** Opening Provided records block **

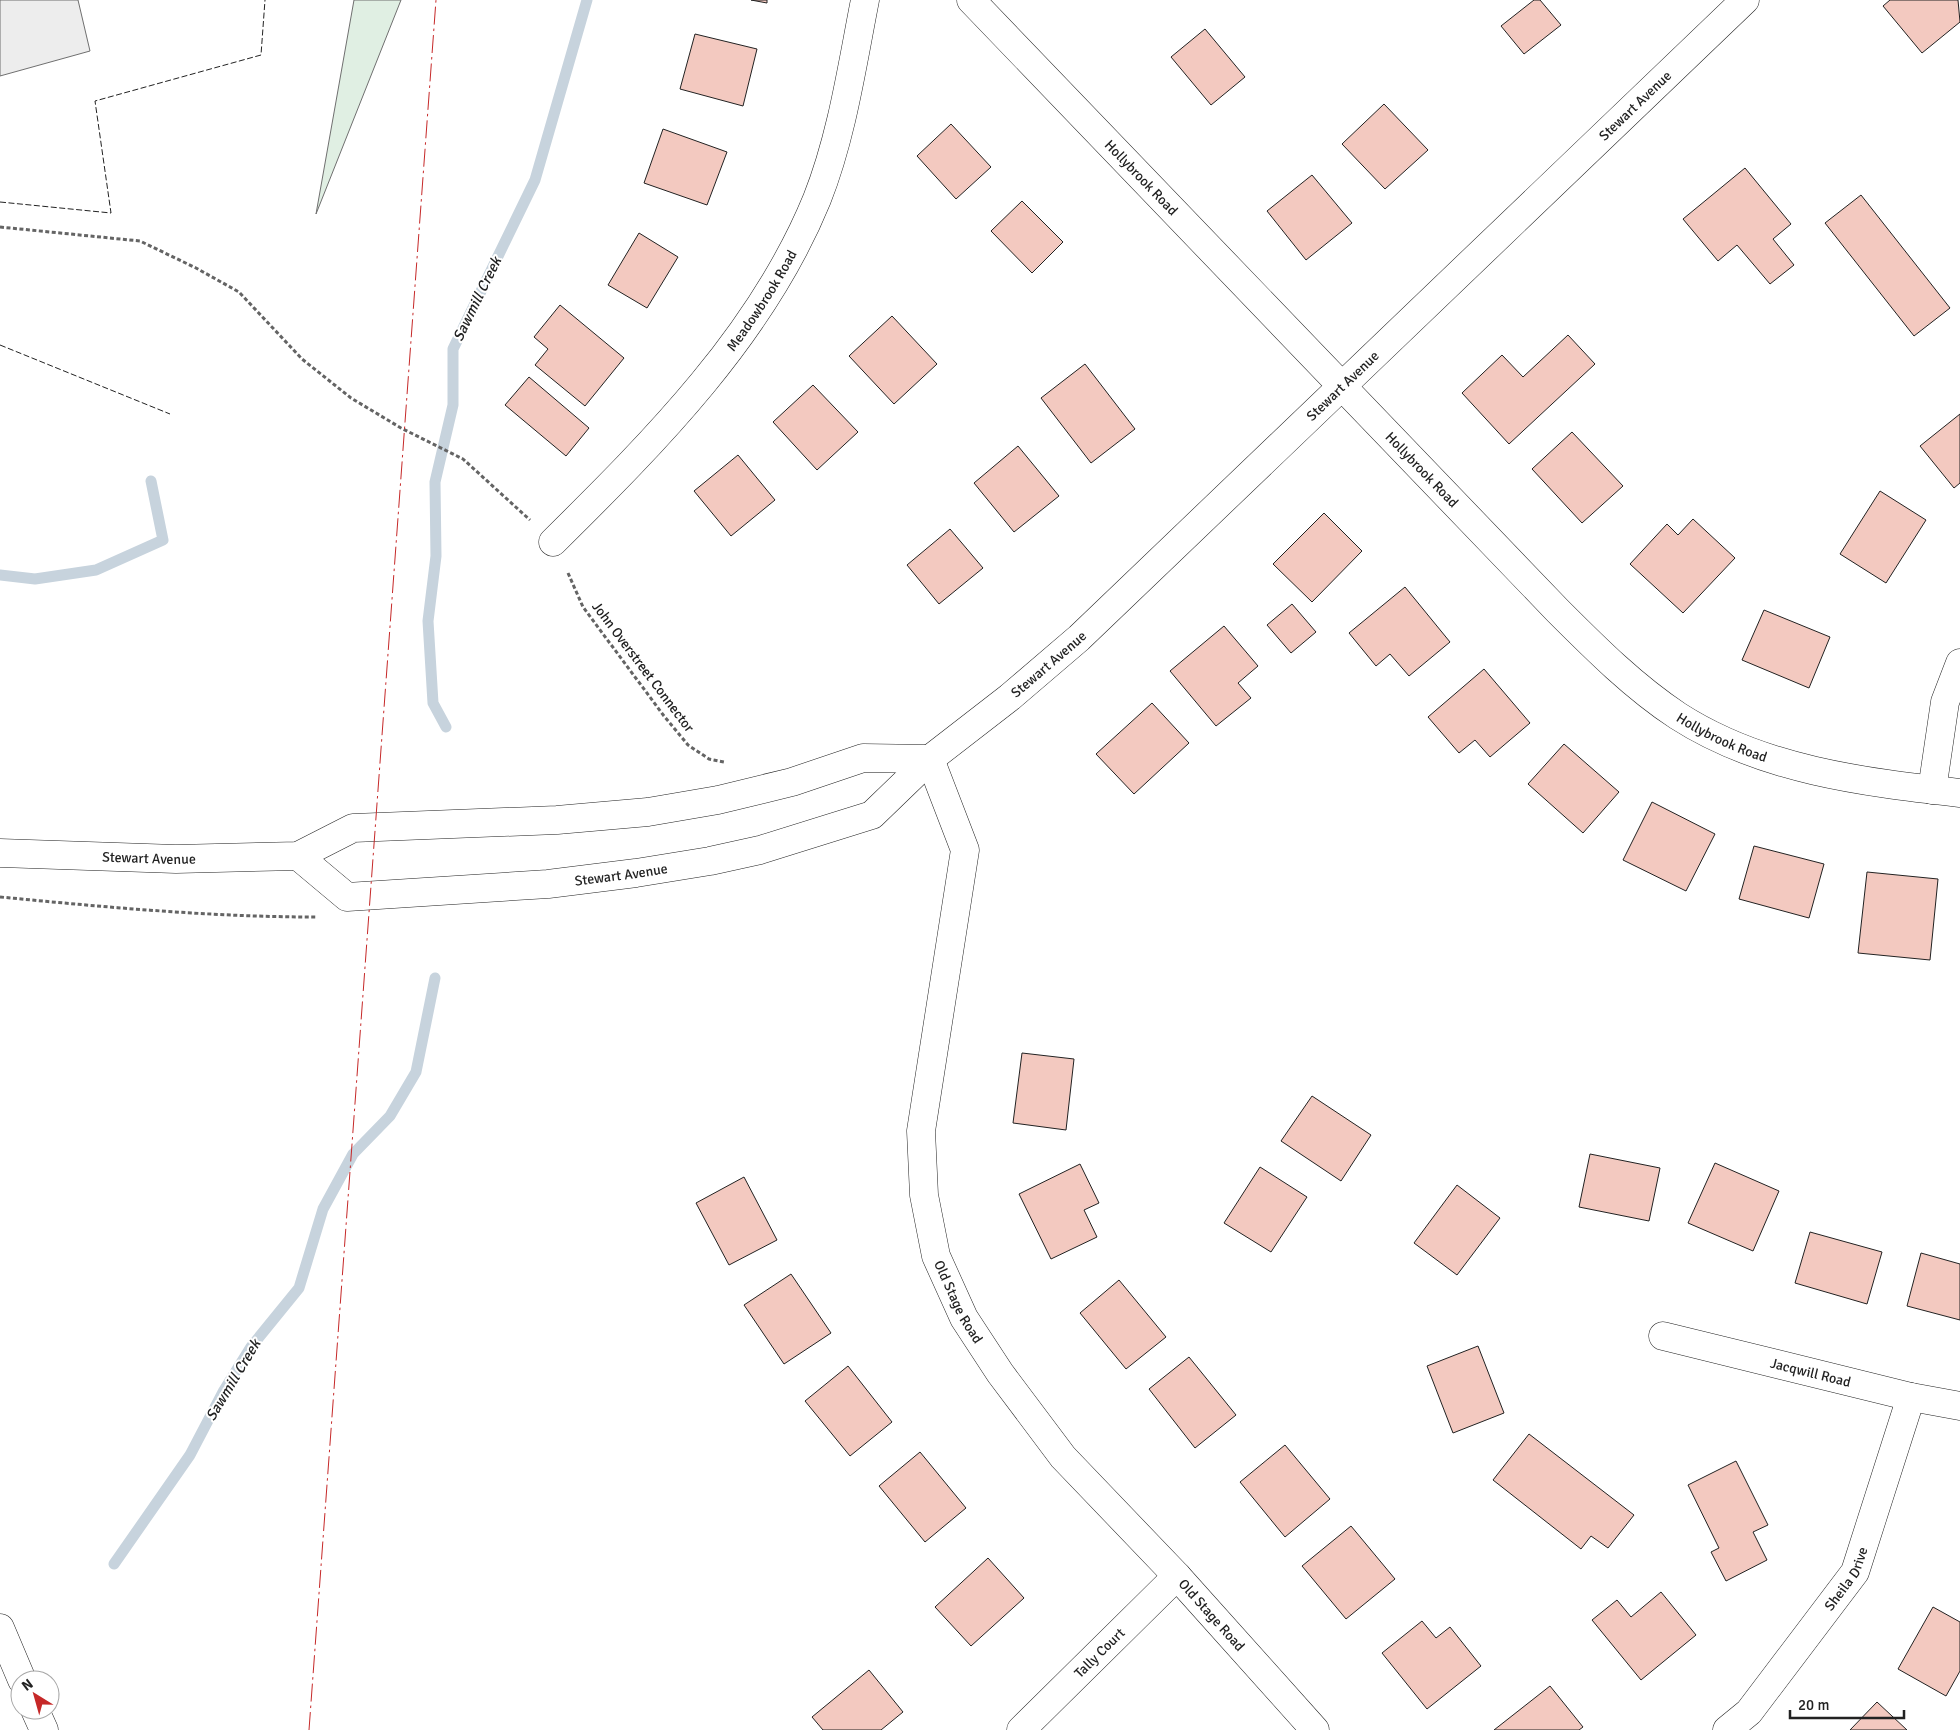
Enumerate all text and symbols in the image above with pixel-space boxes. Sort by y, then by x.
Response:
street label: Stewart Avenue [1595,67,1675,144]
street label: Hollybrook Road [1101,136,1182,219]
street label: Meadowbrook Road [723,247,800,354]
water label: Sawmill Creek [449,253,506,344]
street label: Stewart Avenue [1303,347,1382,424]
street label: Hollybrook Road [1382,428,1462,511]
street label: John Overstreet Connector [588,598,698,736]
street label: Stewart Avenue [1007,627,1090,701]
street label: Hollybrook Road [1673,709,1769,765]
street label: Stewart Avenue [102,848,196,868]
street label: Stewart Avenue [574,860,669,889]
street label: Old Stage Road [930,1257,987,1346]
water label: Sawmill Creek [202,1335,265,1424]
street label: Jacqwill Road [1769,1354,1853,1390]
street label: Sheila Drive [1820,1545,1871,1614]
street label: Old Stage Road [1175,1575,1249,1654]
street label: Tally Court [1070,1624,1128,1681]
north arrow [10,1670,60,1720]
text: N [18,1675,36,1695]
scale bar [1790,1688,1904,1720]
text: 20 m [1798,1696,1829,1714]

** Closing Provided records block **
** Opening Provided records block **

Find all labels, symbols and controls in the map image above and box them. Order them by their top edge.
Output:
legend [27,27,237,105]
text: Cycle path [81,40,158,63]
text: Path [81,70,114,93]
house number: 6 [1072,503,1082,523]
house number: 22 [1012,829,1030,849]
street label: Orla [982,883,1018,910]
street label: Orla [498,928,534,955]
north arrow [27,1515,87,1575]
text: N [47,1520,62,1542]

** Closing Provided records block **
** Opening Provided records block **

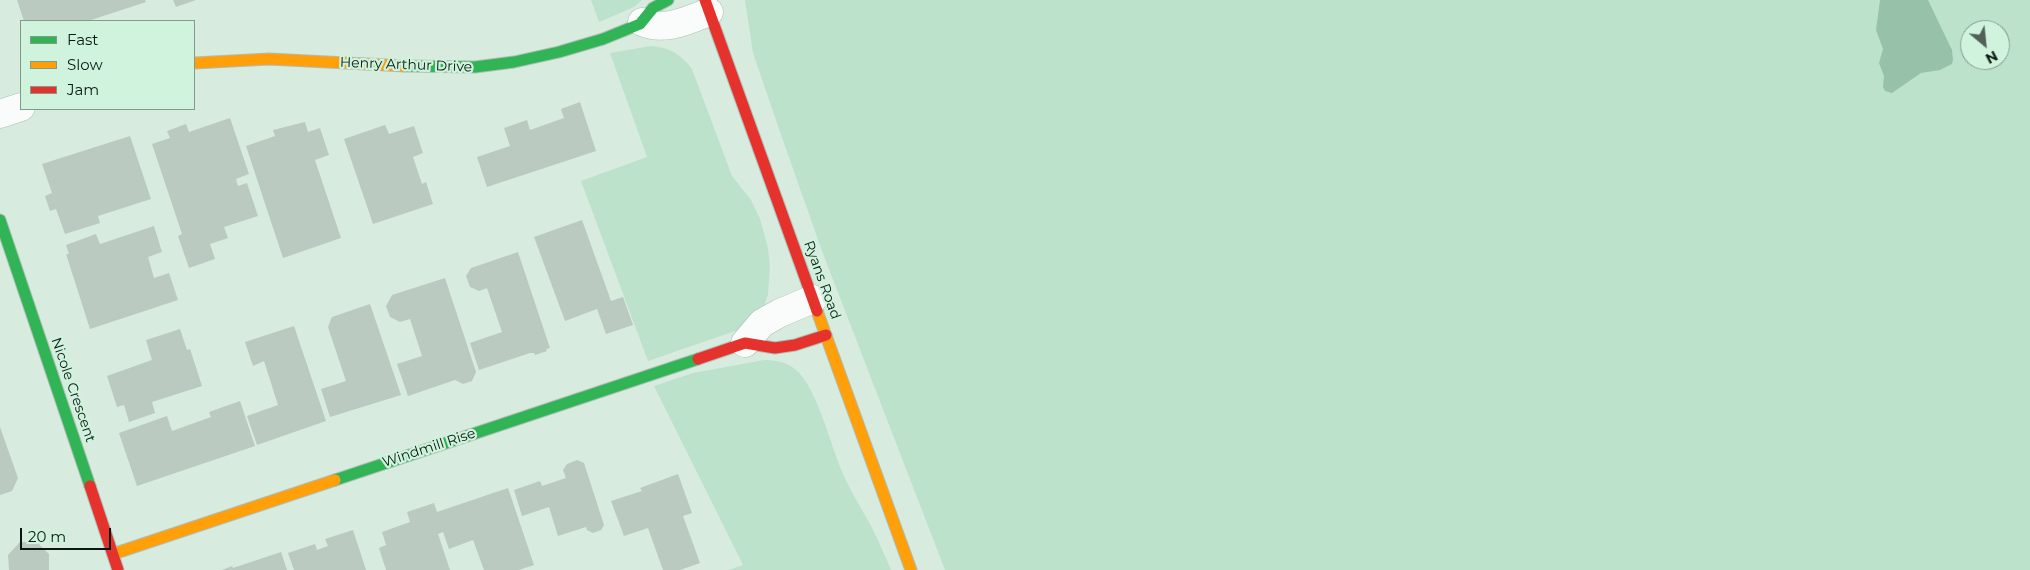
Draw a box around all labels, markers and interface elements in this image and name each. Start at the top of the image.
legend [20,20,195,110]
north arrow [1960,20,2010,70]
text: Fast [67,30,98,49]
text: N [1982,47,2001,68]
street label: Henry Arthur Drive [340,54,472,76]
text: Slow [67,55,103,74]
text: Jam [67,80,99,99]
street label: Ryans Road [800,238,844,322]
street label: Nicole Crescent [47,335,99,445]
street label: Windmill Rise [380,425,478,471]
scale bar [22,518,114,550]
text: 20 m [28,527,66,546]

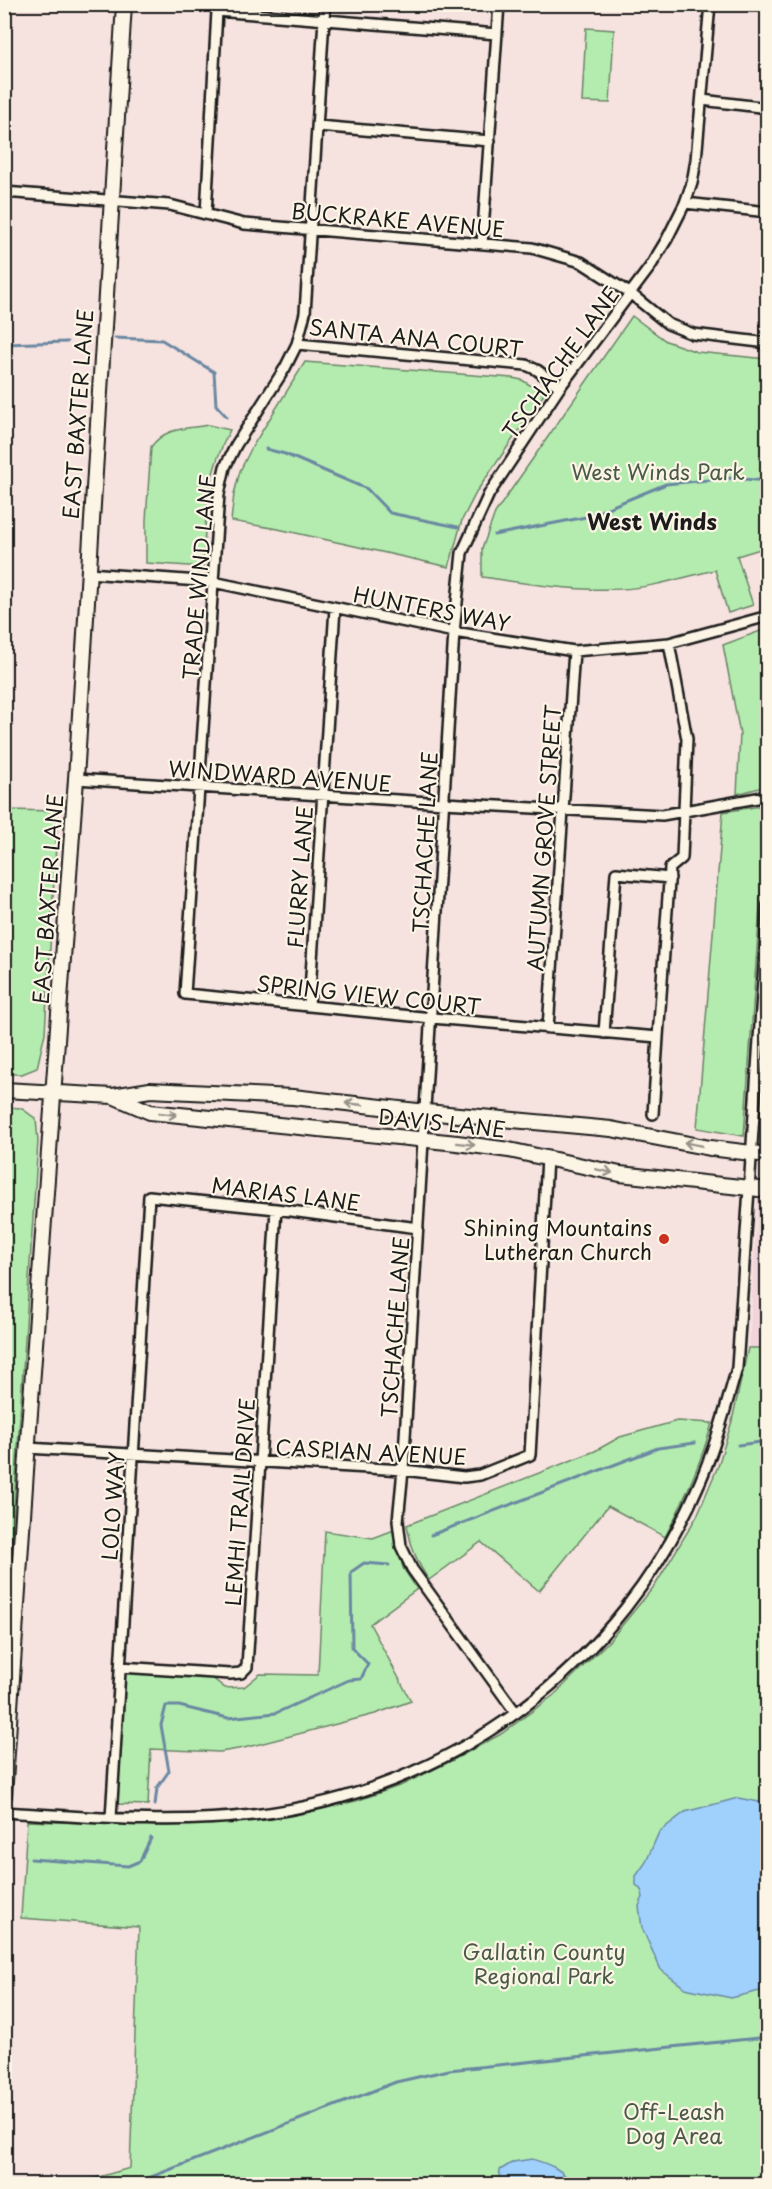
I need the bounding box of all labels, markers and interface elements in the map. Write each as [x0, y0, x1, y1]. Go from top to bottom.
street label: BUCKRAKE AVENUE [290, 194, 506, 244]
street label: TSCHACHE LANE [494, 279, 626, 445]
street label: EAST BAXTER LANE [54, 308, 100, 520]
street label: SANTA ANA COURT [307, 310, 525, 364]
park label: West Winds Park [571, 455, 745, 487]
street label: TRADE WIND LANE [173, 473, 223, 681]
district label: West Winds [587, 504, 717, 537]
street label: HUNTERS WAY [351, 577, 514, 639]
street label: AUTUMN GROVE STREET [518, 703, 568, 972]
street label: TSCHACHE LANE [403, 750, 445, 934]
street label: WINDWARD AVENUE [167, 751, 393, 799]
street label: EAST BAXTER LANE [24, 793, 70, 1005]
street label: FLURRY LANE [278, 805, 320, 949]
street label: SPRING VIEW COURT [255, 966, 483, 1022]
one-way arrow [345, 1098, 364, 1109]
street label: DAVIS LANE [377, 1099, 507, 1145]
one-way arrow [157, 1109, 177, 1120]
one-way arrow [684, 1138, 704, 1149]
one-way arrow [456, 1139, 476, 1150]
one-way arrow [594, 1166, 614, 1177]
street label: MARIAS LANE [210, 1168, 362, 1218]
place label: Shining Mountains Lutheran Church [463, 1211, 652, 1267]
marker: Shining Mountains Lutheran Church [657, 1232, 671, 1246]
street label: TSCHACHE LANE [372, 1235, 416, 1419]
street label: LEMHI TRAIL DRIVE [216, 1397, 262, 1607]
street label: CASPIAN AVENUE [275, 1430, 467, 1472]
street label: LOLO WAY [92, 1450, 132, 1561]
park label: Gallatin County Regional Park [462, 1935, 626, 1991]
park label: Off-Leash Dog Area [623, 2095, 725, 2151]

** Closing Provided records block **

**Problem details**:
Your answer must be a single number: the count of lines in the records that hold the word "above".

**Finished task**:
2